Young Critics Review: Drii Winter
Drii Winter, the second feature by Swiss director Michael Koch, opens with a static shot of an enormous rock. In the bottom right-hand corner, we glimpse a road and perceive the distant noises of passing motorbikes and cars, evidence of a world that seems to have nothing to do with the inscrutable indifference of nature represented by the boulder. A choir of singing voices helps to hide the road noise and introduce a sense of solemnity to this landscape picture, as if to impose a feeling of ecstasy and enchantment on the spectator. Finally, a blanket of fog ends up obstructing the view of the street altogether, thus completing the operation of camouflage and at the same time sublimation initially carried out by the choir.

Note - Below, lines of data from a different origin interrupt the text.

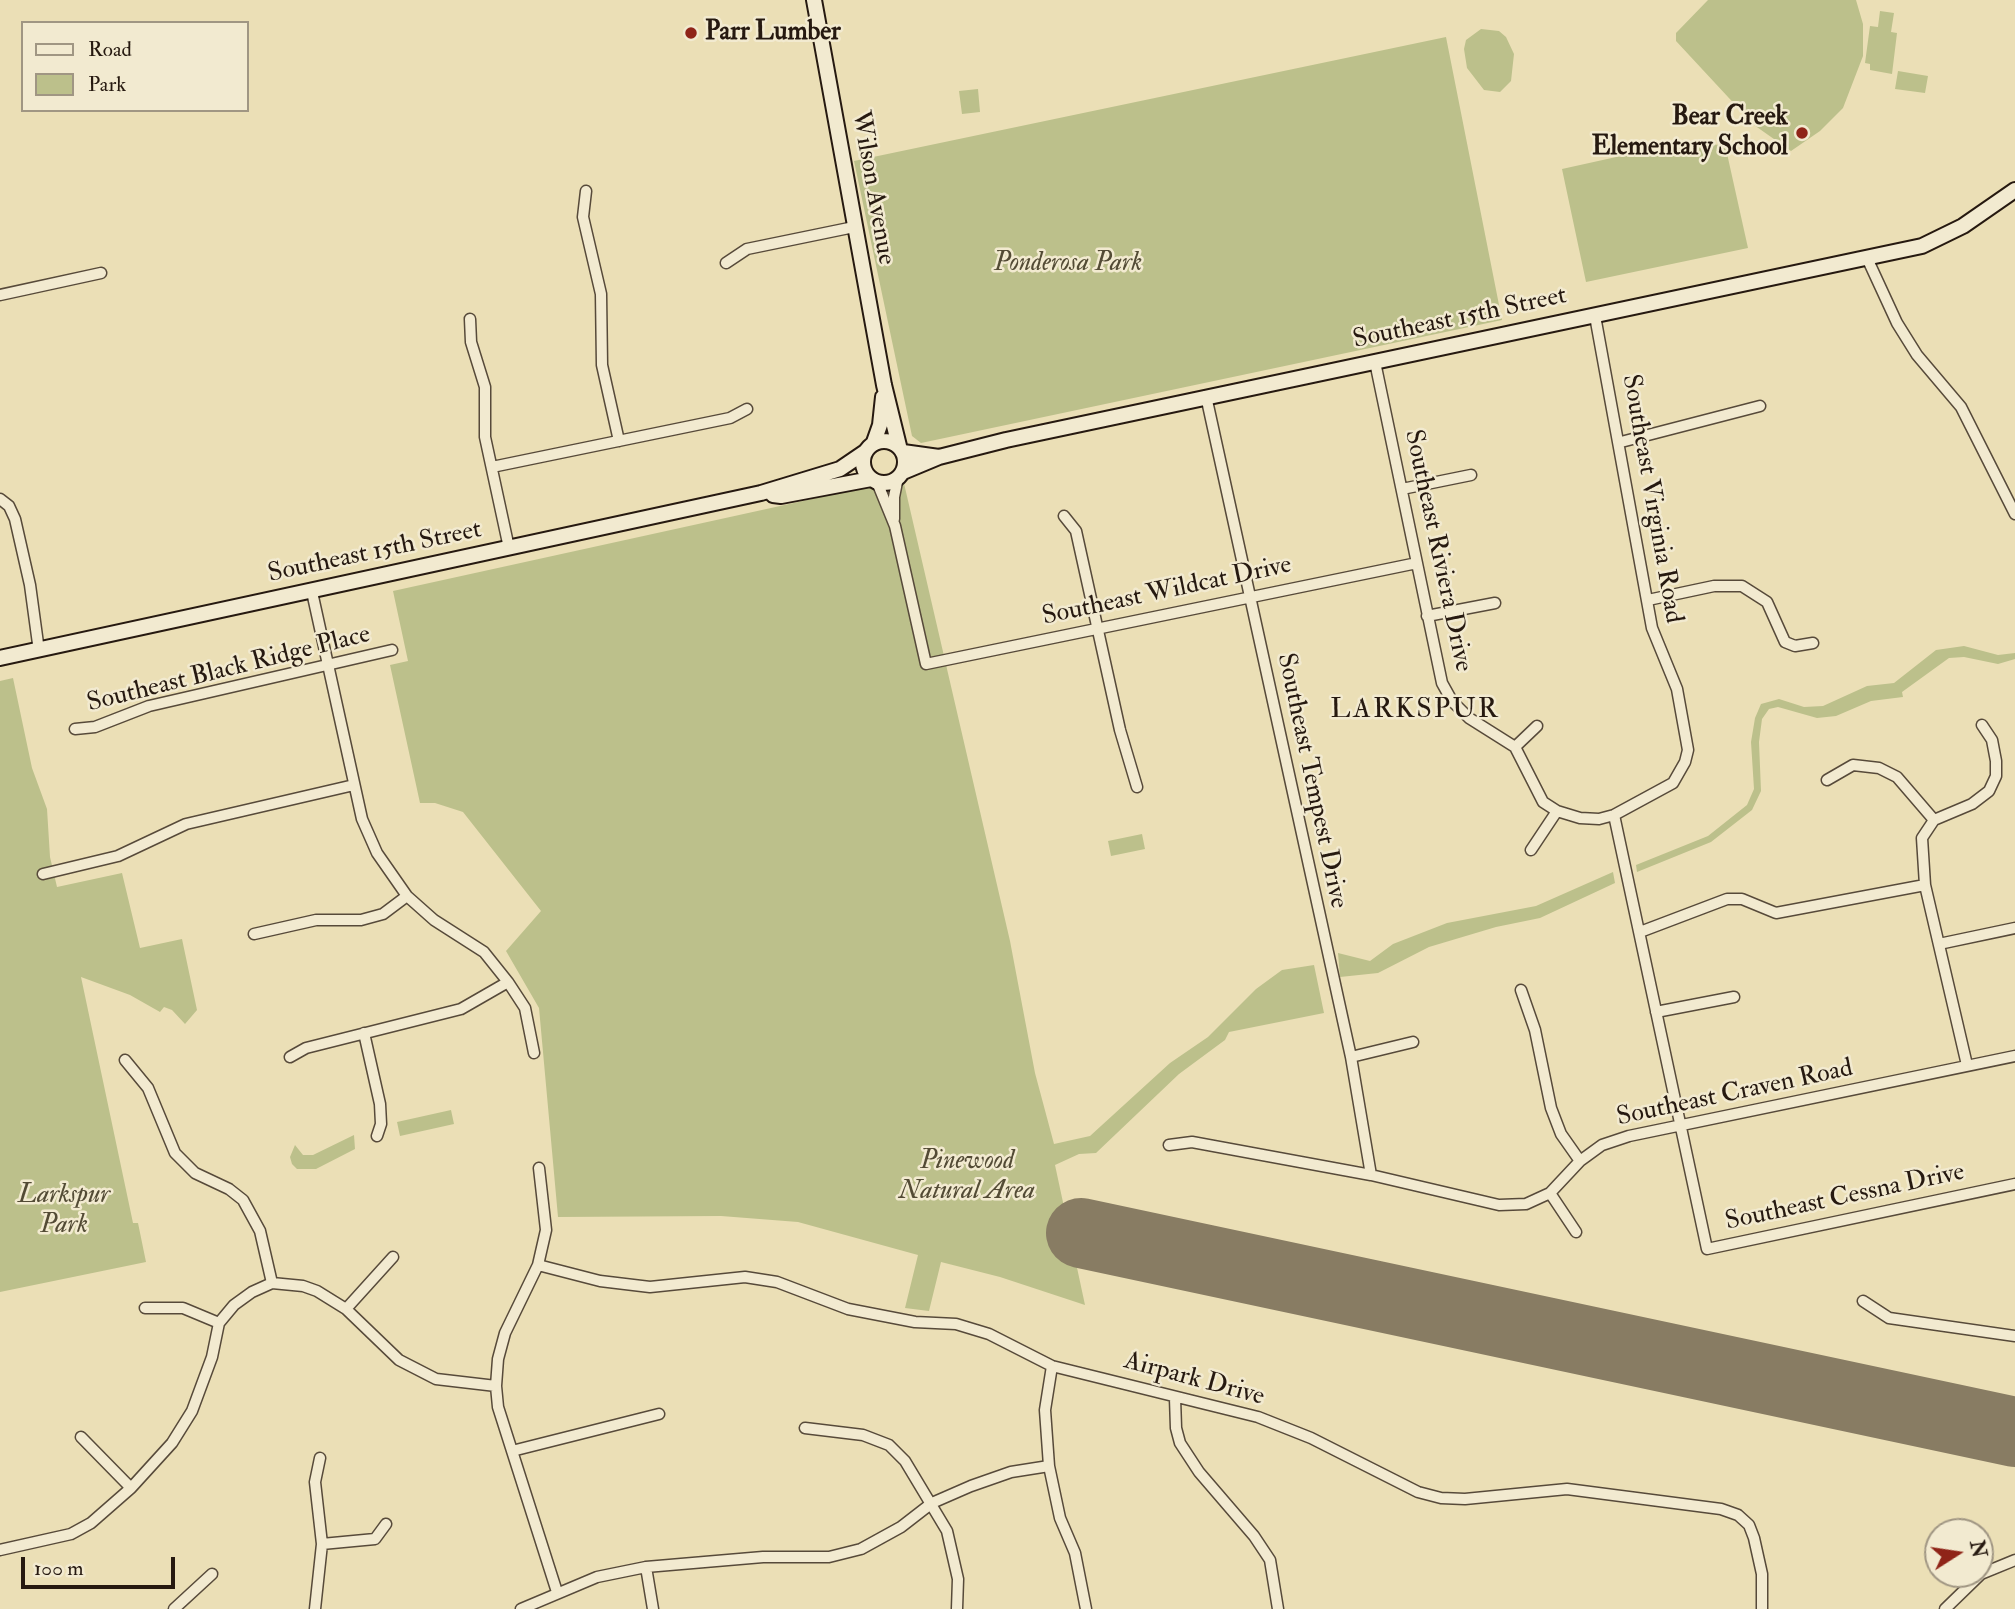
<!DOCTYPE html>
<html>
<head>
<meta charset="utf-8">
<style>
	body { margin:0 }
	#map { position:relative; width:2015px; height:1609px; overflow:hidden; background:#ebdfb6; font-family:"IM FELL Double Pica",serif }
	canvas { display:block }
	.legend { position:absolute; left:21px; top:21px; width:228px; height:91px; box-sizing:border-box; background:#f2ead0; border:2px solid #a09683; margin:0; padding:9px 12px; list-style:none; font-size:21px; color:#261910 }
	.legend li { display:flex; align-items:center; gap:14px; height:35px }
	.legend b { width:35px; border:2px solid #a09683 }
	.north { position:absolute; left:1924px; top:1518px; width:70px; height:70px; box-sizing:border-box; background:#f2ead0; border:2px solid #a09683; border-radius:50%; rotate:78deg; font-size:19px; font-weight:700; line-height:28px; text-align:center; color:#261910 }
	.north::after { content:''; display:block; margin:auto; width:24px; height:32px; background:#8f2418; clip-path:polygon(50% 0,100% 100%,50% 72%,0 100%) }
	.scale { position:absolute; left:21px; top:1557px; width:154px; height:32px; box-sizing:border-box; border:4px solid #261910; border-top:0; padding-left:9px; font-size:21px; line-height:24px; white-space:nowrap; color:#261910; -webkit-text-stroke:5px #f2ead0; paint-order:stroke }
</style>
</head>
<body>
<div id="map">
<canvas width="2015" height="1609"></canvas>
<ul class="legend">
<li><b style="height:9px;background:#f2ead0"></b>Road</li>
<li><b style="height:19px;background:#bcc08b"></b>Park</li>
</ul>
<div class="north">N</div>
<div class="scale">100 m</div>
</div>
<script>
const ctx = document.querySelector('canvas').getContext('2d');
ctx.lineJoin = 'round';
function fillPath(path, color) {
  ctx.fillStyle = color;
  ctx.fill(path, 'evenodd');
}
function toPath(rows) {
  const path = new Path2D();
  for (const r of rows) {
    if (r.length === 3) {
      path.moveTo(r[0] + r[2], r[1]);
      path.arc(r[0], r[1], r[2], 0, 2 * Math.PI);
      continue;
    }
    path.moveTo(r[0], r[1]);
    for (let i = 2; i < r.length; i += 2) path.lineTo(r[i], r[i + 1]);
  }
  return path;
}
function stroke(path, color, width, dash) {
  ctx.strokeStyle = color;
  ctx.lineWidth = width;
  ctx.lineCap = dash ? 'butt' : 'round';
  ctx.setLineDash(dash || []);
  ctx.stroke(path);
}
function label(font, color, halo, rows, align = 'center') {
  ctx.font = font + ' "IM FELL Double Pica",serif';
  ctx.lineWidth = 5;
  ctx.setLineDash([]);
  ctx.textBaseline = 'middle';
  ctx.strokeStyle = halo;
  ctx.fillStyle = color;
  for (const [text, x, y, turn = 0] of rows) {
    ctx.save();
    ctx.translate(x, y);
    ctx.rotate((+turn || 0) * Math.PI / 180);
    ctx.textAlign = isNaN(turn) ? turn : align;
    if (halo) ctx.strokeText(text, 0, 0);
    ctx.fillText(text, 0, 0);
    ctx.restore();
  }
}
const green = toPath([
	[1708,0,1856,0,1863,24,1863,56,1843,108,1820,131,1791,151,1754,125,1676,41,1676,33],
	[1880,11,1894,13,1891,32,1897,33,1892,74,1870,70,1870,64,1865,63,1870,26,1878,27],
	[1481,29,1499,31,1506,37,1514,54,1511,81,1500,92,1484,90,1467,68,1464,49,1466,40],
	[1446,37,1502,320,921,443,912,436,854,161],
	[1898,71,1928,76,1925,93,1895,89],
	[978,89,980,112,962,114,959,91],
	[1684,142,1720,145,1726,149,1748,248,1586,282,1562,169],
	[903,479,1010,941,1035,1073,1054,1144,1090,1136,1170,1063,1208,1037,1256,989,1282,970,1314,965,1324,1013,1229,1032,1225,1040,1179,1074,1096,1153,1079,1154,1055,1165,1085,1305,1000,1277,941,1262,929,1311,905,1308,918,1255,798,1222,721,1216,558,1217,539,1008,506,951,541,911,463,812,435,803,420,803,390,665,408,661,393,591],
	[1964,646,1998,655,2015,653,2015,659,1998,664,1964,657,1949,658,1902,692,1903,697,1871,701,1836,716,1817,718,1778,707,1769,709,1762,719,1759,742,1761,791,1752,810,1711,842,1637,872,1636,865,1708,836,1747,805,1754,789,1751,742,1755,718,1761,704,1779,699,1804,707,1823,706,1867,686,1894,683,1936,650],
	[13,678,32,768,47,809,50,857,57,887,122,873,140,948,182,939,197,1010,185,1024,172,1010,164,1007,160,1012,130,995,81,977,133,1223,138,1223,146,1262,0,1292,0,681],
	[1142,834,1145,849,1111,856,1108,841],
	[1613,872,1615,883,1540,918,1496,927,1429,947,1378,973,1340,977,1338,953,1370,961,1393,944,1447,923,1536,906],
	[451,1110,454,1124,400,1136,397,1122],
	[354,1135,355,1149,316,1169,297,1169,292,1164,290,1157,295,1145,303,1155,313,1155]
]);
const runway = toPath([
	[1081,1233,2015,1432]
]);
const street = toPath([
	[586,191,583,217,601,294,602,365,619,441],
	[1867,258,1897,323,1917,355,1961,407,2015,514],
	[726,263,747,249,854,227],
	[0,295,101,273],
	[470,319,471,342,485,387,485,437,509,548],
	[1375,362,1442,683,1452,701,1469,718,1515,747,1543,802,1557,811,1580,818,1599,819,1614,815,1673,783,1685,762,1688,750,1677,689,1652,628,1595,316],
	[1206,396,1351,1057,1371,1175],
	[1621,442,1760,406],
	[492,467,730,418,747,409],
	[877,482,895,526,926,664,1417,563],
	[1402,489,1471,475],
	[0,499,9,506,15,519,30,585,39,651],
	[1064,516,1076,531,1120,730,1137,787],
	[894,519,894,497,898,477],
	[312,592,362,819,377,853,407,896,434,920,484,952,508,982,525,1008,534,1053],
	[1648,600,1714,586,1742,586,1767,602,1785,642,1795,646,1813,643],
	[1427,616,1495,603],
	[75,729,95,727,149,706,392,650],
	[1515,747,1537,726],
	[1827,780,1853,765,1879,768,1897,777,1934,820],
	[1614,815,1707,1249,2015,1184],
	[1531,850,1557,811],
	[43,874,118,856,186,824,354,785],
	[1640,932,1727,899,1742,899,1776,913,1925,885],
	[254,934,316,920,361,920,383,914,407,896],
	[1939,944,2015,928],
	[1521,990,1535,1030,1551,1108,1561,1134,1580,1161],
	[1656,1012,1734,997],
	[364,1033,380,1104,381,1124,377,1136],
	[290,1057,306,1048,461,1009,508,982],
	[1351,1057,1413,1042],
	[125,1060,148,1088,175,1153,195,1173,229,1189,243,1200,260,1231,272,1283],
	[1967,1065,1925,885,1922,838,1934,820,1972,804,1989,791,1996,776,1996,761,1992,740,1982,725],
	[1169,1145,1192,1142,1371,1175,1499,1205,1526,1204,1550,1193,1580,1161,1602,1145,1629,1136,2015,1056],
	[539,1168,546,1230,538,1265,505,1333,498,1359,496,1386,498,1407,557,1592],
	[1550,1193,1576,1232],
	[538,1265,600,1281,650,1287,745,1277,777,1282,848,1309,915,1322,956,1324,989,1334,1052,1366,1258,1417,1311,1438,1418,1492,1441,1498,1465,1499,1567,1489,1721,1509,1738,1515,1749,1525,1754,1538,1762,1574,1762,1609],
	[1863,1301,1889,1318,2015,1336],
	[145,1308,183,1308,219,1323],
	[346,1309,393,1257],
	[1052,1366,1045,1410,1049,1466,1060,1518,1075,1553,1086,1609],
	[1175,1398,1176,1428,1180,1443,1199,1472,1254,1536,1270,1560,1278,1609],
	[805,1428,863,1435,889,1445,905,1461,947,1531,958,1579,957,1609],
	[81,1437,131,1488],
	[512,1451,659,1414],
	[322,1544,375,1539,386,1524],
	[0,1550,71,1534,91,1523,131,1488,172,1443,192,1411,212,1357,219,1323,234,1305,252,1292,272,1283,303,1286,317,1291,346,1309,399,1360,436,1379,496,1386],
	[646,1567,653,1609],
	[174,1609,212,1574],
	[315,1609,322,1544,315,1482,320,1458],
	[521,1609,597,1577,646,1567,763,1557,829,1557,861,1549,901,1527,932,1503,971,1486,1011,1472,1049,1466],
	[1945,1609,1981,1574,2015,1560]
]);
const secondary = toPath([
	[814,0,884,385,899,446],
	[884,462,21],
	[874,442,880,425,883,397],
	[903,452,939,457],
	[903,472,939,457,1006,440,1922,246,1963,226,2015,190],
	[773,495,781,496,871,479],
	[0,658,761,493,840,469,865,452]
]);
const markers = [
	[691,33,7,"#8f2418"],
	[1802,133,7,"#8f2418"]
];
const poiNames = [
	["Parr Lumber",705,33],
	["Bear Creek",1788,118,"right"],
	["Elementary School",1788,148,"right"]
];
const streetNames = [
	["Wilson Avenue",872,188,80],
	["Southeast 15th Street",1460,319,-12],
	["Southeast Virginia Road",1651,499,80],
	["Southeast Riviera Drive",1437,551,78],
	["Southeast 15th Street",375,553,-12],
	["Southeast Wildcat Drive",1167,592,-12],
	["Southeast Black Ridge Place",229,670,-14],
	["Southeast Tempest Drive",1311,781,78],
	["Southeast Craven Road",1735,1094,-12],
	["Southeast Cessna Drive",1845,1198,-12],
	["Airpark Drive",1194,1380,15]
];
const parkNames = [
	["Ponderosa Park",1068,264],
	["Pinewood",967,1162],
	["Natural Area",967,1192],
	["Larkspur",64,1196],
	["Park",64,1226]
];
const neighbourhoodNames = [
	["LARKSPUR",1415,711]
];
fillPath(green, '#bcc08b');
stroke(runway, '#887c63', 70);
stroke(street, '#574a3a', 13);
stroke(secondary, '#261910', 18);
stroke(street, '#f2ead0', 10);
stroke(secondary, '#f2ead0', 14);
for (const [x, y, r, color] of markers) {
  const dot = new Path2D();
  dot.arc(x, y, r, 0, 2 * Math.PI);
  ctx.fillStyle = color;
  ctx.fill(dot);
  stroke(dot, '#f2ead0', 2.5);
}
label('bold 26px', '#261910', '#f2ead0', poiNames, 'left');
label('26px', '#261910', '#f2ead0', streetNames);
label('italic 26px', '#534b35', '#f2ead0', parkNames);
ctx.letterSpacing = '2px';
label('28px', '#261910', '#f2ead0', neighbourhoodNames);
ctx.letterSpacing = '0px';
</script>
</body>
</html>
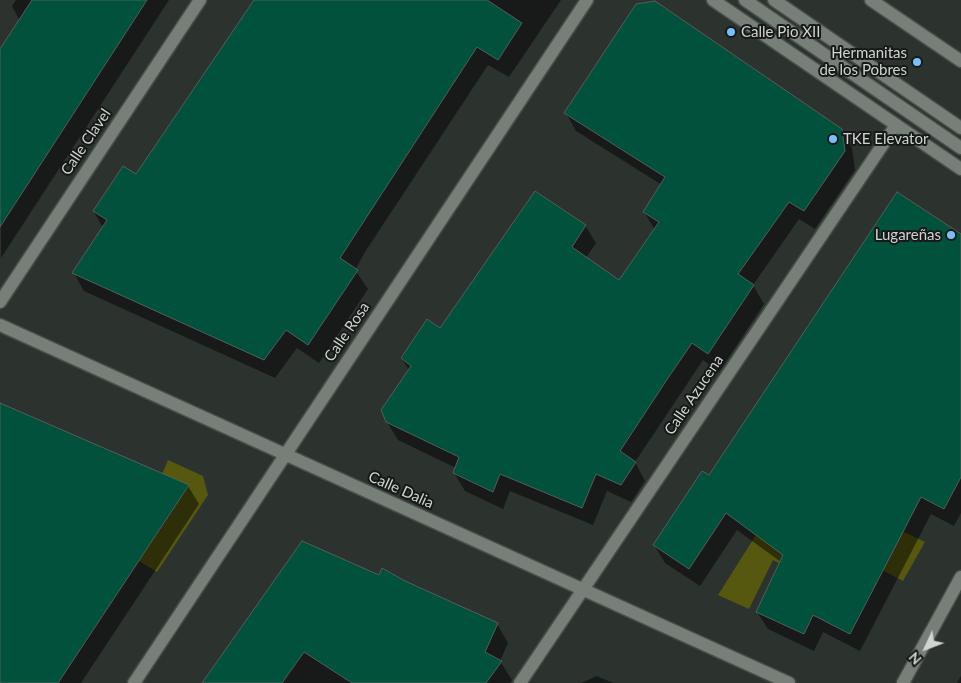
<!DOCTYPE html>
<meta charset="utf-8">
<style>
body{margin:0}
#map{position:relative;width:961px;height:683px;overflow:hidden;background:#2c322d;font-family:Lato,sans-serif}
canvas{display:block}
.north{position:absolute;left:901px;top:623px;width:50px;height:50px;-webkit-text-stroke:4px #161917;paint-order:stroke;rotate:227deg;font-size:14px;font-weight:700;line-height:20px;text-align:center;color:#d0d4d1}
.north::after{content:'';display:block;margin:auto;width:18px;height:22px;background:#d0d4d1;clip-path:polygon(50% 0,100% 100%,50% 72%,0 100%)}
</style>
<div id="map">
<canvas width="961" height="683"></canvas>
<div class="north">N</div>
</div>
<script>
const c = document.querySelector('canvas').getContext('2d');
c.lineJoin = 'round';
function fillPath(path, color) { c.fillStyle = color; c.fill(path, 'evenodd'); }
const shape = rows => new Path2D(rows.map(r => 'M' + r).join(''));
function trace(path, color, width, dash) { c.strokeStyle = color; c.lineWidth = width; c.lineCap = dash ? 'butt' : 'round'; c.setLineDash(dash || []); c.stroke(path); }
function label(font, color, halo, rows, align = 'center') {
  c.font = font + ' Lato,sans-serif'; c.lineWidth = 4; c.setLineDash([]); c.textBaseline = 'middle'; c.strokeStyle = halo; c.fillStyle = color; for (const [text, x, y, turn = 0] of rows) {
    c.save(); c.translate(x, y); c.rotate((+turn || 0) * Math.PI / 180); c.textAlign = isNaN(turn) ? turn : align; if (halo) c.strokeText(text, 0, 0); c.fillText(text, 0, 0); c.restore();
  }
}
const green = shape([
 [168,460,203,476,208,495,157,572,139,561,189,486,162,474],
 [768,516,818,583,773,560,749,609,718,595],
 [902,531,925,542,903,581,880,569]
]);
const shadow = shape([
 [16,0,169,0,1,258,0,51,20,21,12,6],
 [255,0,561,0,509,77,488,65,365,252,355,270,368,289,319,363,297,348,275,378,84,291,74,273,103,228,94,212,136,175],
 [566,113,841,130,852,148,855,170,815,229,799,219,753,285,764,304,719,372,703,360,635,462,645,481,631,502,607,491,593,525,510,491,503,509,465,491,454,473,456,468,398,440,387,422,409,370,402,359,585,225,596,243,586,258,620,281,655,230,644,212,662,185,576,131],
 [961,236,961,513,954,526,931,514,860,651,823,632,814,651,768,629,757,612,781,562,737,530,700,586,665,563,654,545,709,477],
 [0,404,188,486,199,504,81,683,0,683],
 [379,577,404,582,497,624,508,643,500,661,512,680,510,683,203,683],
 [597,676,613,683,581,683],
 [961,676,961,683,957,683]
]);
const building = shape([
 [32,0,147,0,0,227,0,49,32,0],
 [254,0,487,0,522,23,498,60,477,47,340,258,358,270,308,345,286,330,264,360,72,273,107,220,93,211,123,166,136,174,254,0],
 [655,1,842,129,845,151,804,211,789,202,738,274,754,285,708,354,692,343,668,378,620,451,636,462,621,485,596,474,582,508,500,474,493,492,453,473,459,457,386,422,381,410,411,366,401,358,427,319,440,328,535,191,586,225,572,247,619,280,659,222,643,212,665,177,564,113,636,4,655,1],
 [897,192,961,234,961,477,944,509,921,497,850,634,813,615,804,634,756,612,783,555,726,513,689,569,653,545,702,471,709,475,897,192],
 [0,403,189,485,58,683,0,683,0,403],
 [302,541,379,575,382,568,405,581,498,623,485,652,502,661,486,683,352,683,304,652,282,683,202,683,302,541]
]);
const minor = shape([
 [713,0,961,169],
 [745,0,961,148],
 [774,0,961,128],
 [871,0,961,61],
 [0,302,200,0],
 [0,325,789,683],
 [134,683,587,0],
 [520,683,896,125],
 [903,683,961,577]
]);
const markers = [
 [731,32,5,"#7abff8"],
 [917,62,5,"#7abff8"],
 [833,139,5,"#7abff8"],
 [951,235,5,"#7abff8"]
];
const poiNames = [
 ["Calle Pio XII",741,32],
 ["Hermanitas",907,53,"right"],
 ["de los Pobres",907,70,"right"],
 ["TKE Elevator",843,139],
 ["Lugareñas",941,235,"right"]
];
const streetNames = [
 ["Calle Clavel",86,142,-56],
 ["Calle Rosa",347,332,-56],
 ["Calle Azucena",694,395,-56],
 ["Calle Dalia",401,490,24]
];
fillPath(green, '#56580f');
fillPath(shadow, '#0007');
fillPath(building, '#01513d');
trace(building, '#555e5a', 1);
trace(minor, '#494e4a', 15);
trace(minor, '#777f78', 12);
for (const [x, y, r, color] of markers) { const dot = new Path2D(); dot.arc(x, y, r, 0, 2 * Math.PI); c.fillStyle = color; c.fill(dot); trace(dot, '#161917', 2); }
label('15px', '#d0d4d1', '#161917', poiNames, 'left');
label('15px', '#d0d4d1', '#161917', streetNames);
</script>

The film has at its centre a pair of lovers about to get married: Anna, a barmaid with a daughter from a previous relationship, and Marco, a mountain farmer with strong arms and a childlike face. Their love idyll has the appearance of a dream, of something unreal, as they confess to each other. The music, both diegetic and non-diegetic, acts as an expression of this idyll, in this way taking over the sublimating function of the choir in the first scene. An evocative, albeit minimalist, score attributes poetic resonance to the landscape in which Marco and Anna make love, while in another scene a song on the radio serves as a pretext for a sly seduction scene. But it soon becomes evident that the music in the film voluntarily represents both an imposition and an imposture, as it imposes a feeling or, more generally, a certain way of looking at the images, which, on the contrary, seem to tell another reality when they are deprived of any musical accompaniment. For example, the music played in church by the organ during the wedding of the two gives a sense of solemnity and emotion to the scene, immediately belied, though, by the chatter of a band of musicians outside the church, which is impossible to ignore the very moment the organ music stops. Without any musical commentary to sublimate it, nature soon shows its harsh and senseless face, as in the scene showing the sexual act between a bull and a cow. This animalistic fury slowly begins to intrude into the relationship between Marco and Anna: Marco discovers he has a tumour in his brain, which leads him to gradually turn into a sort of animal (Anna will catch him masturbating in front of her daughter). The innocence of the beast represents a scandal in the world of men.
Koch’s film is an intelligent and remarkable commentary on the radical impossibility of looking at nature with a pure gaze and the need, on the contrary, to camouflage and idealise it. It is not difficult to understand what, more than anything else, this sublimation attempts to conceal: the fear of death, a sad law of nature from which no one can escape. "I don't want to die", Marco confesses to Anna, and the same sentence is later repeated by her daughter, showing how this fear tends to reproduce itself from generation to generation. In the scene where Marco is transported by car to the hospital, the camera (supported by extradiegetic music) slowly moves towards the snow-covered trees by the side of the road, as a temporary exorcising of the impending death. “Come, sweet death”, sings the choir. Marco's death will not actually come until later (apparently in p.o.v.), with no choir or musical accompaniment in the background, only the chirping of a few birds and the sounds of his wife from the other room, a lukewarm light coming in through the window.
Angelo Elia
I am an Italian cinephile currently living in Turin and have recently completed an MA in film and media studies. I occasionally write about movies, particularly American movies and even more particularly westerns (I wrote a thesis on the cinematic representations of Wyatt Earp).